CVE-2015-7890
Description
Buffer overflow in Samsung Exynos Seiren audio driver allows local users to cause memory corruption via large write to /dev/seiren.
AI Insight
LLM-synthesized narrative grounded in this CVE's description and references.
Buffer overflow in Samsung Exynos Seiren audio driver allows local users to cause memory corruption via large write to /dev/seiren.
Vulnerability
The esa_write function in the Exynos Seiren Audio driver (accessible via /dev/seiren) contains multiple buffer overflows due to inadequate bounds checking on user-supplied buffer and size parameters. The destination buffer ibuf is fixed-size, and copy_from_user is called without verifying that size does not exceed the buffer capacity. This affects Samsung S6 Edge devices [1]. The driver is accessible by the system user or audio group (e.g., mediaserver) [1].
Exploitation
An attacker with local access (e.g., a privileged shell or as the mediaserver user) can trigger the overflow by writing a large amount of data to /dev/seiren. A simple proof-of-concept using dd if=/dev/zero of=/dev/seiren count=5000000 causes memory corruption [1][2].
Impact
Successful exploitation results in memory corruption, leading to a denial of service (system crash or instability). The corruption may also potentially be leveraged for arbitrary code execution, though the references focus on memory corruption [1][2].
Mitigation
No official patch or fixed version has been released as of the available references. The only mitigation is to restrict access to /dev/seiren by ensuring only trusted users are in the audio group or by disabling the driver if not needed [1].
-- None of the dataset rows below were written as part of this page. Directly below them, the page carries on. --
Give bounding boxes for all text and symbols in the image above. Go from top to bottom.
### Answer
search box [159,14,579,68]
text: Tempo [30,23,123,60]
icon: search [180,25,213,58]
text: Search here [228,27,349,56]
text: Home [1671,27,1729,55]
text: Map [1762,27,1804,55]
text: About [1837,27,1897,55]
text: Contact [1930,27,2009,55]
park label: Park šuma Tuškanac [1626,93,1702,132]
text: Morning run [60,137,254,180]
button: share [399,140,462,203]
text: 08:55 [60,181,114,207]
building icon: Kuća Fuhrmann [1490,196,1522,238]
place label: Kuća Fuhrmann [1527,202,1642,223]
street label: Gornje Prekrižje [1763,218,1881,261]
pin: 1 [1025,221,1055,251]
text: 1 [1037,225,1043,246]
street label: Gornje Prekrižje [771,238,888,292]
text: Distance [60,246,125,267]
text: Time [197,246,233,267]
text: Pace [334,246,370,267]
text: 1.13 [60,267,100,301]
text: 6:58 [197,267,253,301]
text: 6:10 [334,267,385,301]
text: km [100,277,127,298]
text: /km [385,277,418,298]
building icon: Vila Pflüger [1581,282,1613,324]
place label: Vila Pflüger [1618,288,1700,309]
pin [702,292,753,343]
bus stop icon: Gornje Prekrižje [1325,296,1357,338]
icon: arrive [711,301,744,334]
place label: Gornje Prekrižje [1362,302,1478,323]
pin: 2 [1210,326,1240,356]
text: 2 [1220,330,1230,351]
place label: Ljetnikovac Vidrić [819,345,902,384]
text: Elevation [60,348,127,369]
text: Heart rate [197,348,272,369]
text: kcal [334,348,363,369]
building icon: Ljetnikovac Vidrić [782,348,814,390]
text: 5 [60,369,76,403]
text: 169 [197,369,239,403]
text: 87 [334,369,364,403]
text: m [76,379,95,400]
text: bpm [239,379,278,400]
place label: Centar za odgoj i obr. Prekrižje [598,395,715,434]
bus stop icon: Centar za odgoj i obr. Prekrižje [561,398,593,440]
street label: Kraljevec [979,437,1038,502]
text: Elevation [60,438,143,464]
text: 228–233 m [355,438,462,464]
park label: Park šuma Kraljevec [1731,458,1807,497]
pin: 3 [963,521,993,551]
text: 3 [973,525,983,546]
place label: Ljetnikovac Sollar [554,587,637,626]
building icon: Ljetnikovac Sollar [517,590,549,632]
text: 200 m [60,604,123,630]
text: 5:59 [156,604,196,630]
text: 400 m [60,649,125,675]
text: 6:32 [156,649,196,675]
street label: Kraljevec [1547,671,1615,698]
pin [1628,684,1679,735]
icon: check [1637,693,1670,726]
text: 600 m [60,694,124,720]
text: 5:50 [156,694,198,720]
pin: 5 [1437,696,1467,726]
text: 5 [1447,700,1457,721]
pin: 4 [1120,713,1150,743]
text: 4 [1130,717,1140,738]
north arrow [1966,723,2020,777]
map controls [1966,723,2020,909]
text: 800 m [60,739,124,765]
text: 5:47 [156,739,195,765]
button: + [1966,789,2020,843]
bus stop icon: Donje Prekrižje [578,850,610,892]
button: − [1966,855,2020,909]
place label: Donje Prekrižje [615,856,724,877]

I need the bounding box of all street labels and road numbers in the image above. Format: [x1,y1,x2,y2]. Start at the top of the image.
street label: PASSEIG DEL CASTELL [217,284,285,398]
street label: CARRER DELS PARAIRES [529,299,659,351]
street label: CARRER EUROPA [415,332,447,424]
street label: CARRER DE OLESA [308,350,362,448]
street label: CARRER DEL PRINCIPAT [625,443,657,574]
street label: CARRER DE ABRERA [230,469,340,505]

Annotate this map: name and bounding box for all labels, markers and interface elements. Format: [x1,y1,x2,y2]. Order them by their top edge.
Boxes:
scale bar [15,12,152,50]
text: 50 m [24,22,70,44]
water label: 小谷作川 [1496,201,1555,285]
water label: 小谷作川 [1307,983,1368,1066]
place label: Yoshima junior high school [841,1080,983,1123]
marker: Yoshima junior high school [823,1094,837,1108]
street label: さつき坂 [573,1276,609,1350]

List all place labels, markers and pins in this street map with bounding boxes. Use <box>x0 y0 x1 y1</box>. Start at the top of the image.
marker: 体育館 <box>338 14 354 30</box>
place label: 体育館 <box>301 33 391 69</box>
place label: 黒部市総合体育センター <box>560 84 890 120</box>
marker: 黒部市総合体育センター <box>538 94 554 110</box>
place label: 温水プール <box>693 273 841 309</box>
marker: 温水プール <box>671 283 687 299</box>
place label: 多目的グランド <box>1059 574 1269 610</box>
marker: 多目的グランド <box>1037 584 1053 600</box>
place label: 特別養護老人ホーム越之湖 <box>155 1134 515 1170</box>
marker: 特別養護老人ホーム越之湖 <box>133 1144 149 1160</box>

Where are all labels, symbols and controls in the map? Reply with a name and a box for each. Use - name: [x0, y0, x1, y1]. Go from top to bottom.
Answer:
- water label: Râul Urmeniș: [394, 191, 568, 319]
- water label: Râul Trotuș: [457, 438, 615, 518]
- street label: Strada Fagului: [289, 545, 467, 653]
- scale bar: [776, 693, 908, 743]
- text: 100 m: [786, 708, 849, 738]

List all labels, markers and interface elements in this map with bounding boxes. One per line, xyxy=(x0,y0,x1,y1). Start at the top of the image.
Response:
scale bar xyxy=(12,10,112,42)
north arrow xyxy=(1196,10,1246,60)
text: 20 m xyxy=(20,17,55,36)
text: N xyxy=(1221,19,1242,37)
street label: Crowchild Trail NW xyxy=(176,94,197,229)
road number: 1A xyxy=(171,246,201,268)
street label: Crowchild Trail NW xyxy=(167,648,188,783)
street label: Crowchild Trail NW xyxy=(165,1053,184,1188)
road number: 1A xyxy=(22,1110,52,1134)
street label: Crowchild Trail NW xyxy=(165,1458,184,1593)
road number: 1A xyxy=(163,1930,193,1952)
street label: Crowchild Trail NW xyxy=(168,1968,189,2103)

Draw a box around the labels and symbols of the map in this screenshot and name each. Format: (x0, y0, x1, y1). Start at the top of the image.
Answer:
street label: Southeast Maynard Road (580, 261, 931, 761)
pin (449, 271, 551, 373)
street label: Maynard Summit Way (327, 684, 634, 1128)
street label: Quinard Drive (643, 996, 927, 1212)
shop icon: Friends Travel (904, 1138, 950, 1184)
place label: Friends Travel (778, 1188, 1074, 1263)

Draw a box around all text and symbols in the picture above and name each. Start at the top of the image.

AI Insight generated on May 26, 2026. Synthesized from this CVE's description and the cited reference URLs; citations are validated against the source bundle.
Affected products
2- Exynos/Seiren Audio driverdescription
Patches
0No patches discovered yet.
Vulnerability mechanics
Root cause
"Missing bounds check on user-supplied size parameter in esa_write allows buffer overflow of a fixed-size global buffer."
Attack vector
A local attacker who is either the system user or a member of the audio group (such as the mediaserver) can open `/dev/seiren` and write a large payload to it. The `esa_write` function passes the user-supplied `buffer` and `size` directly to `copy_from_user` without verifying that `size` does not exceed the fixed size of the destination buffer `rtd->ibuf0`, causing a buffer overflow [ref_id=1]. The proof-of-concept uses `dd if=/dev/zero of=/dev/seiren count=5000000` from a privileged shell to trigger memory corruption [ref_id=1].
Affected code
The vulnerability resides in the `esa_write` function in the Exynos Seiren Audio driver, specifically in the device endpoint `/dev/seiren`. The function copies user-supplied data into a fixed-size static global buffer (`rtd->ibuf0`) using `copy_from_user(ibuf, buffer, size)` without adequate bounds checking on the user-controlled `buffer` or `size` parameters [ref_id=1].
What the fix does
The reference write-up does not include a patch or describe a specific fix. The advisory notes that the root cause is the lack of bounds checking on the user-supplied `buffer` and `size` parameters before copying into the fixed-size `ibuf0` buffer [ref_id=1]. A proper fix would require validating that `size` does not exceed the allocated size of the destination buffer before calling `copy_from_user`.
Preconditions
- authAttacker must be the system user or a member of the audio group (e.g., mediaserver)
- networkAttacker must have local shell access to the device
- inputThe /dev/seiren device must be accessible
Reproduction
From a privileged shell on a Samsung S6 Edge, run: `# dd if=/dev/zero of=/dev/seiren count=5000000` [ref_id=1].
Generated on May 26, 2026. Inputs: CWE entries + fix-commit diffs from this CVE's patches. Citations validated against bundle.
References
3- packetstormsecurity.com/files/134106/Samsung-Seiren-Kernel-Driver-Buffer-Overflow.htmlmitrex_refsource_MISC
- code.google.com/p/google-security-research/issues/detailmitrex_refsource_MISC
- www.exploit-db.com/exploits/38556/mitrex_refsource_MISC
News mentions
0No linked articles in our index yet.